[Source data]
· · · · ·

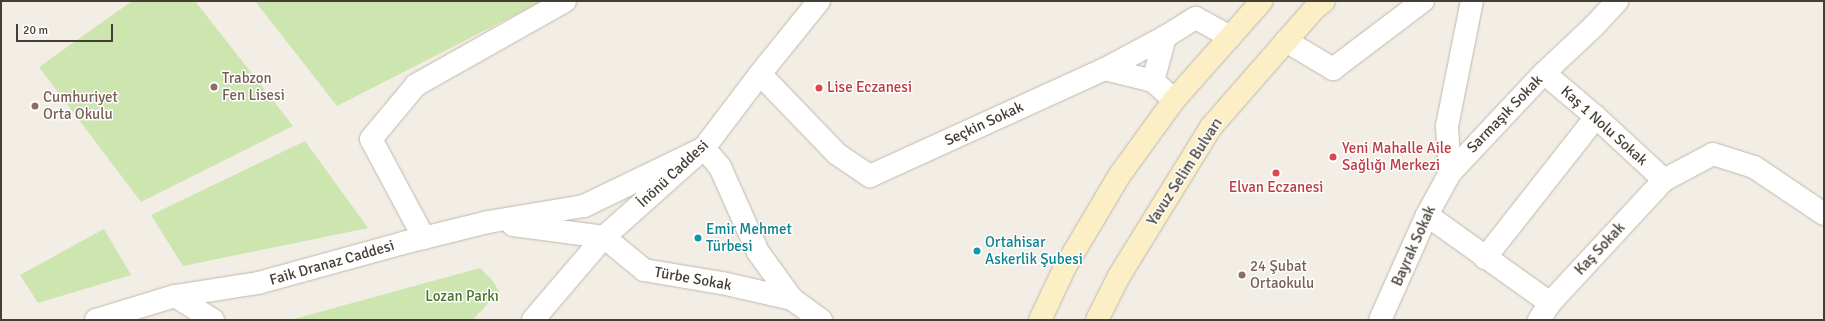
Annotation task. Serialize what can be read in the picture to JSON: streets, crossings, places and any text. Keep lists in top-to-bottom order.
{
  "streets": {
    "main road": ["Yavuz Selim Bulvarı"],
    "street": [
      "Sarmaşık Sokak",
      "Seçkin Sokak",
      "Kaş 1 Nolu Sokak",
      "İnönü Caddesi",
      "Bayrak Sokak",
      "Kaş Sokak",
      "Faik Dranaz Caddesi",
      "Türbe Sokak"
    ]
  },
  "crossings": [
    ["Sarmaşık Sokak", "Kaş 1 Nolu Sokak"],
    ["Sarmaşık Sokak", "Bayrak Sokak"],
    ["Seçkin Sokak", "İnönü Caddesi"],
    ["Kaş 1 Nolu Sokak", "Kaş Sokak"],
    ["İnönü Caddesi", "Faik Dranaz Caddesi"],
    ["İnönü Caddesi", "Türbe Sokak"],
    ["Faik Dranaz Caddesi", "Türbe Sokak"]
  ],
  "parks": ["Lozan Parkı"],
  "places": [
    "Trabzon Fen Lisesi",
    "Lise Eczanesi",
    "Cumhuriyet Orta Okulu",
    "Yeni Mahalle Aile Sağlığı Merkezi",
    "Elvan Eczanesi",
    "Emir Mehmet Türbesi",
    "Ortahisar Askerlik Şubesi",
    "24 Şubat Ortaokulu"
  ],
  "scale_bar": "20 m"
}
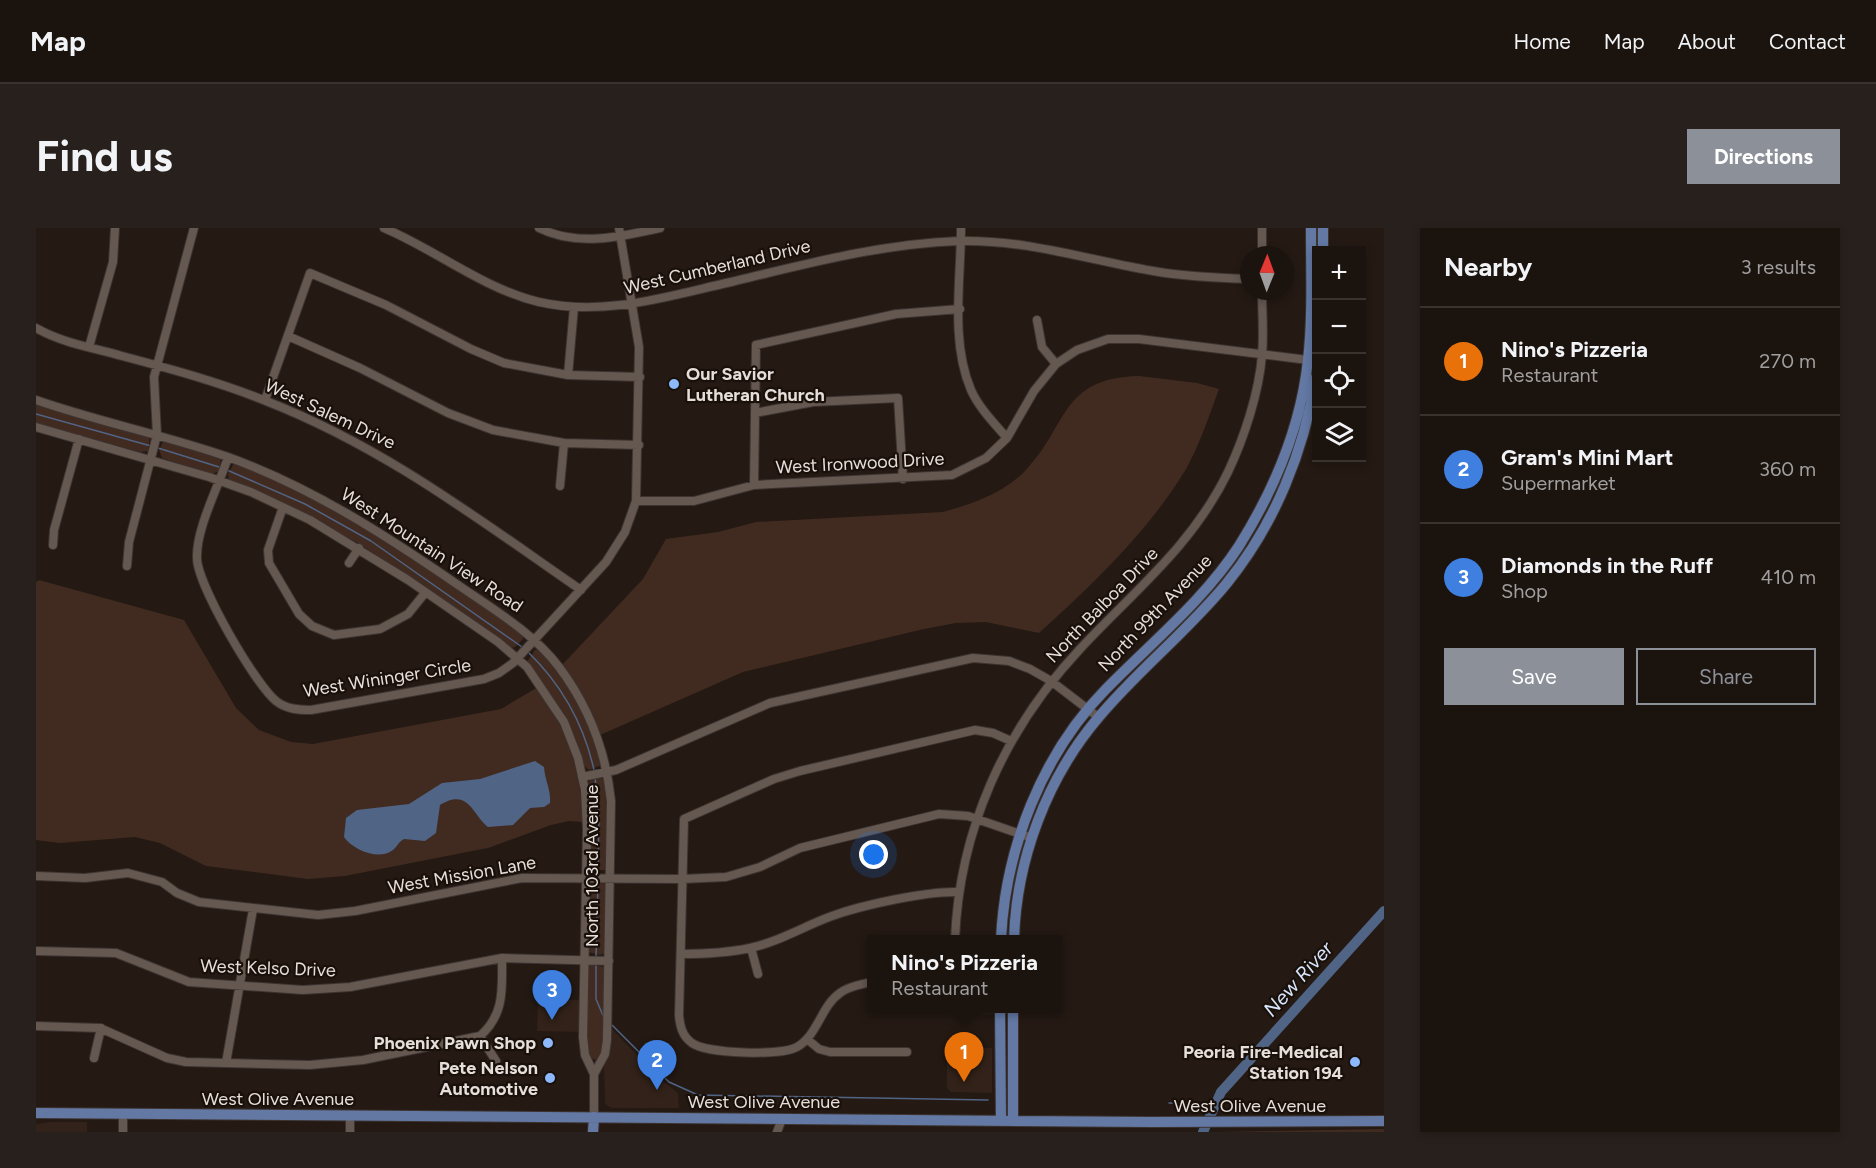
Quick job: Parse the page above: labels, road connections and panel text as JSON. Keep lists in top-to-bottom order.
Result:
{
  "streets": {
    "main road": ["North 99th Avenue", "North 103rd Avenue", "West Olive Avenue"],
    "street": [
      "West Cumberland Drive",
      "West Salem Drive",
      "West Ironwood Drive",
      "West Mountain View Road",
      "North Balboa Drive",
      "West Wininger Circle",
      "West Mission Lane",
      "West Kelso Drive"
    ]
  },
  "crossings": [
    ["West Ironwood Drive", "North Balboa Drive"],
    ["West Ironwood Drive", "North 99th Avenue"],
    ["West Mountain View Road", "West Wininger Circle"],
    ["West Mountain View Road", "North 103rd Avenue"],
    ["North Balboa Drive", "West Mission Lane"],
    ["North 99th Avenue", "West Mission Lane"],
    ["West Wininger Circle", "North 103rd Avenue"],
    ["North 103rd Avenue", "West Mission Lane"],
    ["North 103rd Avenue", "West Kelso Drive"],
    ["North 103rd Avenue", "West Olive Avenue"]
  ],
  "water": ["New River"],
  "places": [
    "Our Savior Lutheran Church",
    "Phoenix Pawn Shop",
    "Peoria Fire-Medical Station 194",
    "Pete Nelson Automotive"
  ],
  "north": "top",
  "page": {
    "header": "Map",
    "nav": [
      "Home",
      "Map",
      "About",
      "Contact"
    ],
    "buttons": [
      "Directions",
      ["Save", "Share"]
    ],
    "title": "Find us",
    "heading": ["Nearby", "3 results"],
    "map_buttons": ["+", "−"],
    "list": [
      {
        "mark": "1",
        "name": "Nino's Pizzeria",
        "note": "Restaurant",
        "value": "270 m"
      },
      {
        "mark": "2",
        "name": "Gram's Mini Mart",
        "note": "Supermarket",
        "value": "360 m"
      },
      {
        "mark": "3",
        "name": "Diamonds in the Ruff",
        "note": "Shop",
        "value": "410 m"
      }
    ],
    "popup": ["Nino's Pizzeria", "Restaurant"],
    "pins": ["3", "1", "2"]
  }
}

· · · · ·

[Activity] Throughout the data above, count the lines in which the word "note" occurs; supply the number alone.

[Written answer] 3